The so-called Facebook Killer’s reign of terror is over.
But he leaves behind a legacy of hate, anger, fear and shock, after the murder he committed was posted to social media.
“Deeply disturbing” is what one Wheeling psychologist calls it.
“It could have an effect for people in terms of concentration, attention, ability to sleep,” said Dr. John McFadden, psychologist. “And it could, for people who are already disposed to anxiety and fear, worsen it.”
For unbalanced individuals, he said, it could appear to be heroic, and could prompt copy-cat killings, as sometimes happens after school shootings.
“Sometimes we unfortunately see a flurry of it for a while,” he noted.
When Steve Stephens fled, it seemed he clearly intended to escape.
Yet Dr.
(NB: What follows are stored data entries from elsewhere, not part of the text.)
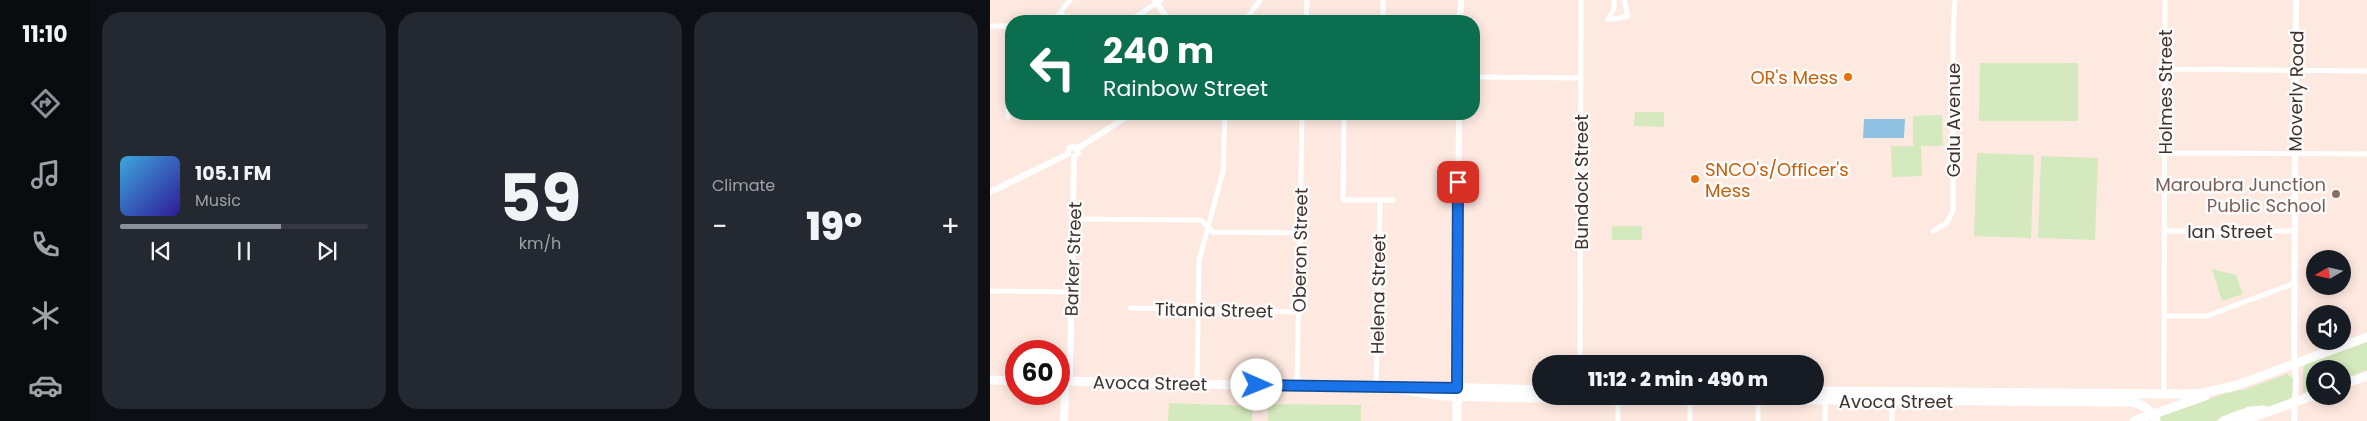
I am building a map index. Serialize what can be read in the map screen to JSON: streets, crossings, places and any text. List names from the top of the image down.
{
  "streets": {
    "main road": ["Barker Street", "Avoca Street"],
    "street": [
      "Moverly Road",
      "Holmes Street",
      "Galu Avenue",
      "Bundock Street",
      "Ian Street",
      "Oberon Street",
      "Helena Street",
      "Titania Street"
    ]
  },
  "crossings": [
    ["Moverly Road", "Ian Street"],
    ["Holmes Street", "Ian Street"],
    ["Holmes Street", "Avoca Street"],
    ["Oberon Street", "Titania Street"],
    ["Oberon Street", "Avoca Street"],
    ["Helena Street", "Avoca Street"]
  ],
  "places": ["OR's Mess", "SNCO's/Officer's Mess", "Maroubra Junction Public School"],
  "north": "left",
  "page": {
    "tabs": "11:10",
    "tile": [
      ["59", "km/h"],
      "Climate"
    ],
    "turn": ["240 m", "Rainbow Street"],
    "song": ["105.1 FM", "Music"],
    "heat": ["−", "19°", "+"],
    "limit": "60",
    "trip": "11:12 · 2 min · 490 m"
  }
}
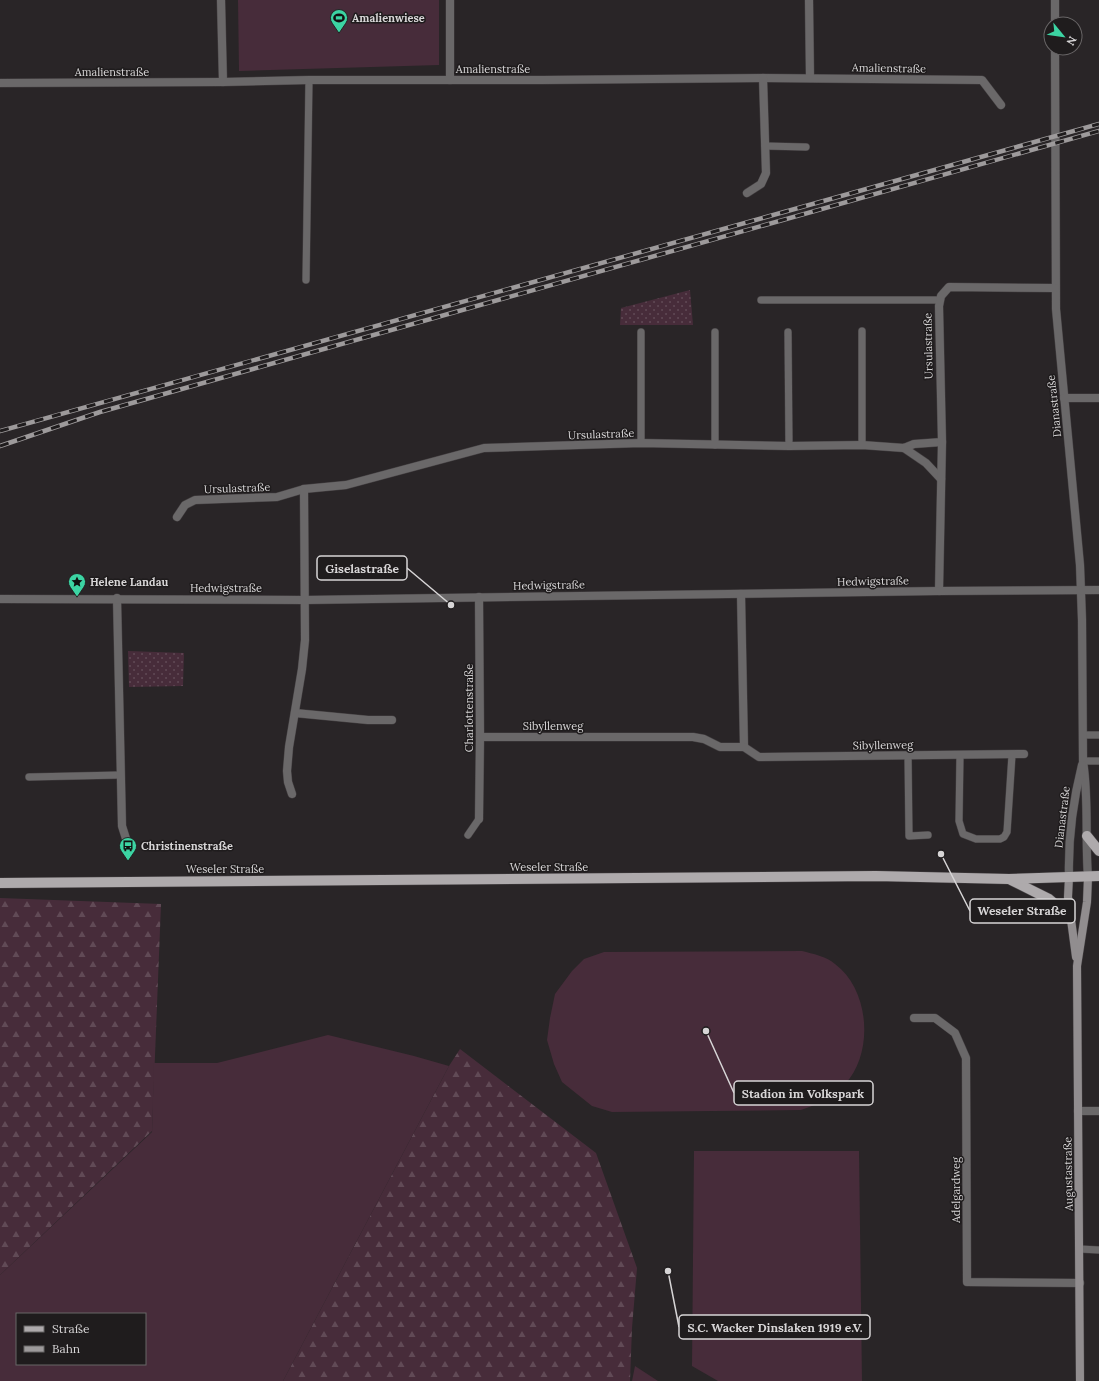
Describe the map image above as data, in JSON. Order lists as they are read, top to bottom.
{
  "streets": {
    "main road": ["Weseler Straße", "Augustastraße"],
    "street": [
      "Amalienstraße",
      "Ursulastraße",
      "Dianastraße",
      "Hedwigstraße",
      "Charlottenstraße",
      "Sibyllenweg",
      "Adelgardweg"
    ]
  },
  "crossings": [
    ["Ursulastraße", "Dianastraße"],
    ["Ursulastraße", "Hedwigstraße"],
    ["Dianastraße", "Hedwigstraße"],
    ["Dianastraße", "Weseler Straße"],
    ["Dianastraße", "Augustastraße"],
    ["Hedwigstraße", "Charlottenstraße"],
    ["Charlottenstraße", "Sibyllenweg"],
    ["Weseler Straße", "Augustastraße"],
    ["Augustastraße", "Adelgardweg"]
  ],
  "places": {
    "sports": ["Amalienwiese"],
    "place": ["Helene Landau"],
    "other": [
      "Giselastraße",
      "Weseler Straße",
      "Stadion im Volkspark",
      "S.C. Wacker Dinslaken 1919 e.V."
    ],
    "bus stop": ["Christinenstraße"]
  },
  "legend": ["Straße", "Bahn"],
  "north": "bottom right"
}
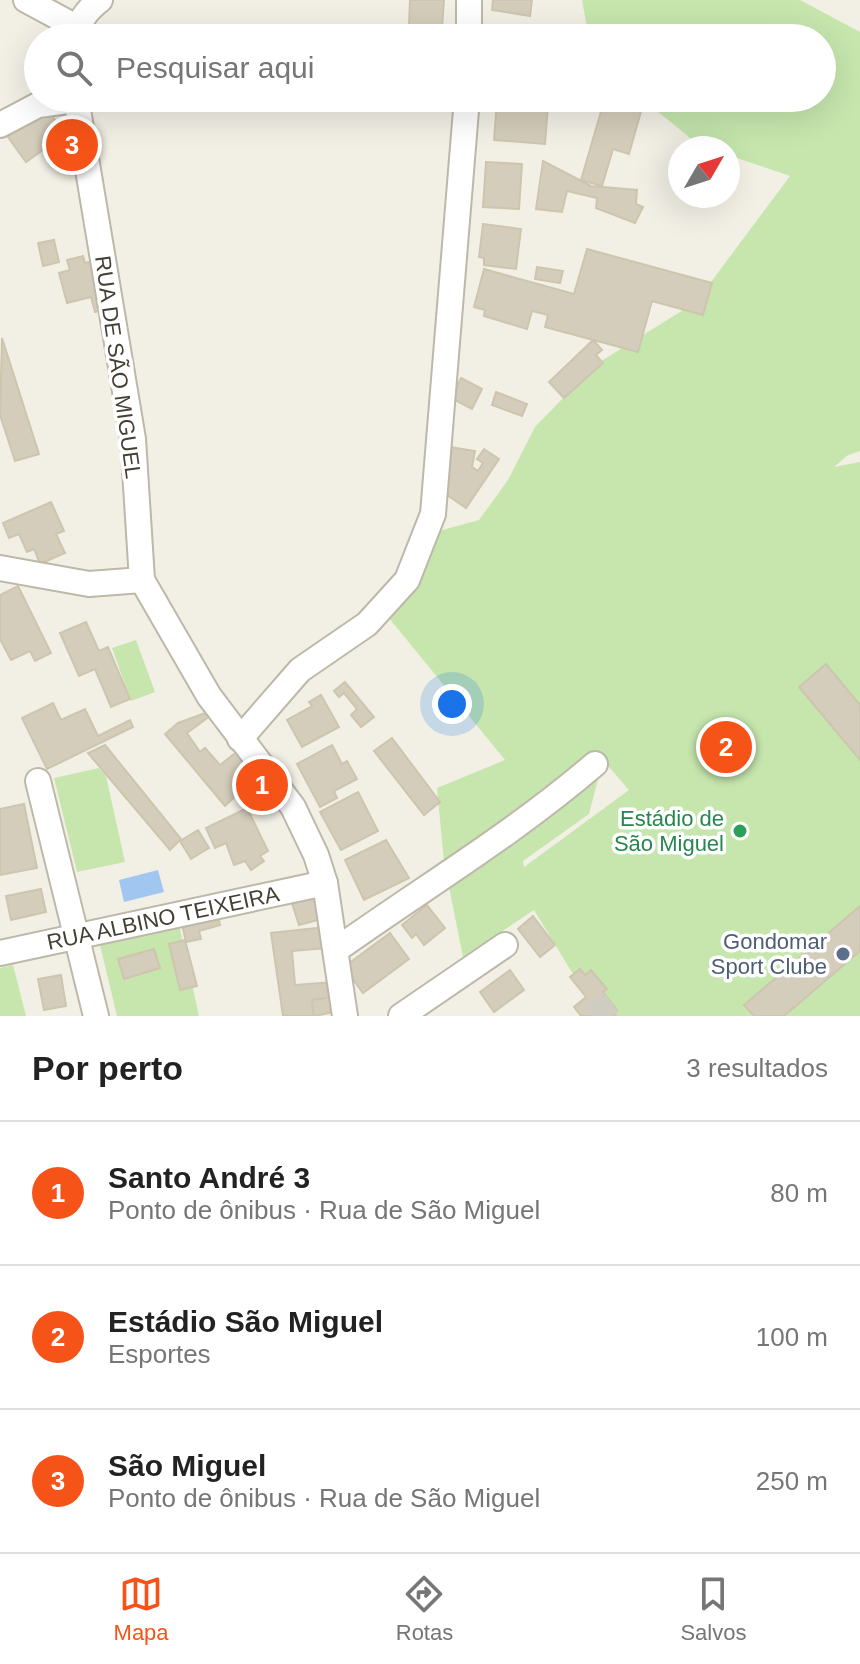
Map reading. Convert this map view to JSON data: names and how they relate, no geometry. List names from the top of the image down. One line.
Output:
{"streets":{"street":["RUA DE SÃO MIGUEL","RUA ALBINO TEIXEIRA"]},"crossings":[["RUA DE SÃO MIGUEL","RUA ALBINO TEIXEIRA"]],"places":["Estádio de São Miguel","Gondomar Sport Clube"],"north":"top right","page":{"search":"Pesquisar aqui","pins":["3","2","1"],"heading":["Por perto","3 resultados"],"list":[{"mark":"1","name":"Santo André 3","note":"Ponto de ônibus · Rua de São Miguel","value":"80 m"},{"mark":"2","name":"Estádio São Miguel","note":"Esportes","value":"100 m"},{"mark":"3","name":"São Miguel","note":"Ponto de ônibus · Rua de São Miguel","value":"250 m"}],"nav":["Mapa","Rotas","Salvos"]}}
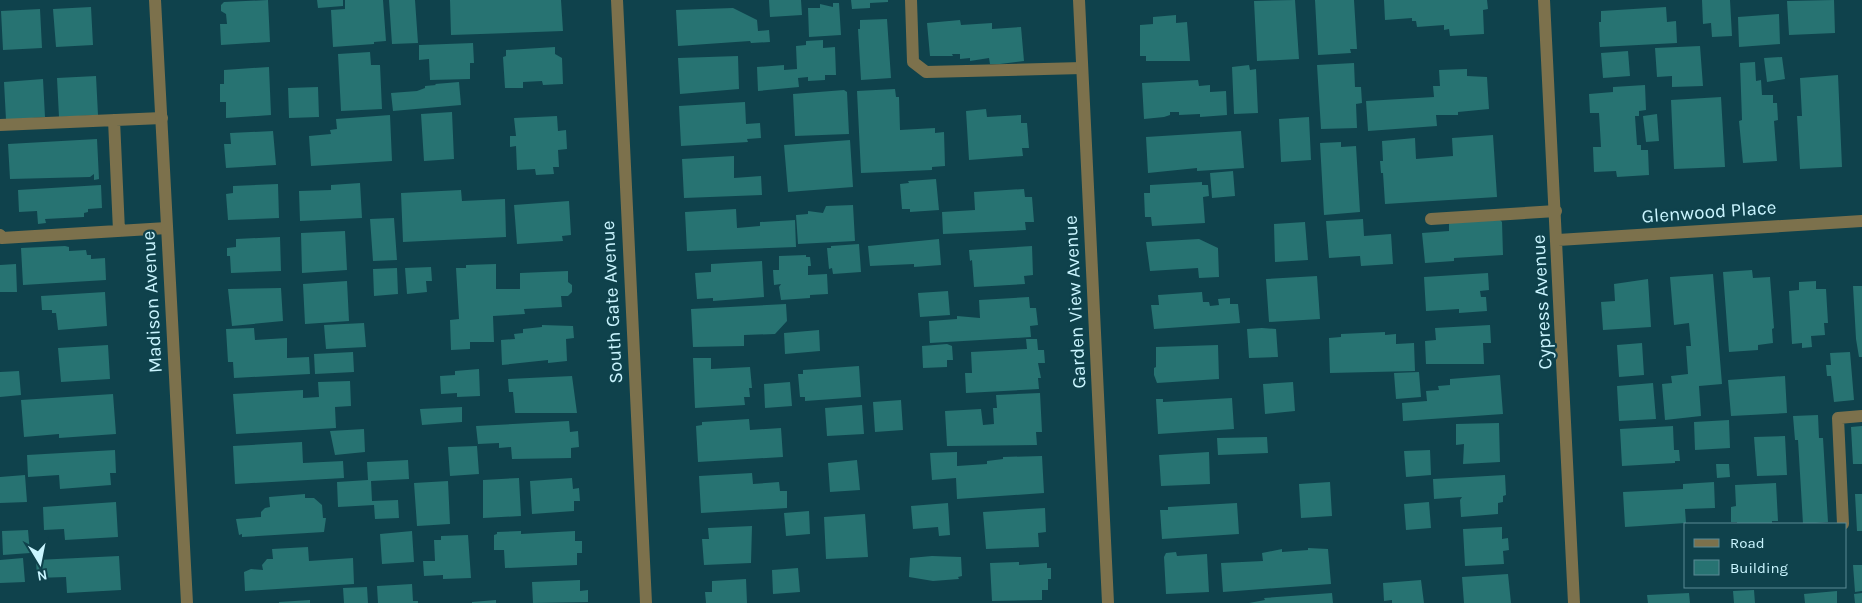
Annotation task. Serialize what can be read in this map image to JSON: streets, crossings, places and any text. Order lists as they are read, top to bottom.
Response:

McFadden pointed out, Stephens basically provided police with the essential clue.
“The evidence of what he did, he created that evidence, he created the video,” he said.
As Stephens shot Robert Godwin, he also victimized countless others who witnessed the senseless brutality on social media.
“And we know that anxiety problems can occur as a result of this type of exposure experience,” said Dr. McFadden.
The victim, 74-year-old Robert Godwin, had just spent Easter with his family, and was reportedly taking a walk and picking up aluminum cans when Stephens shot him.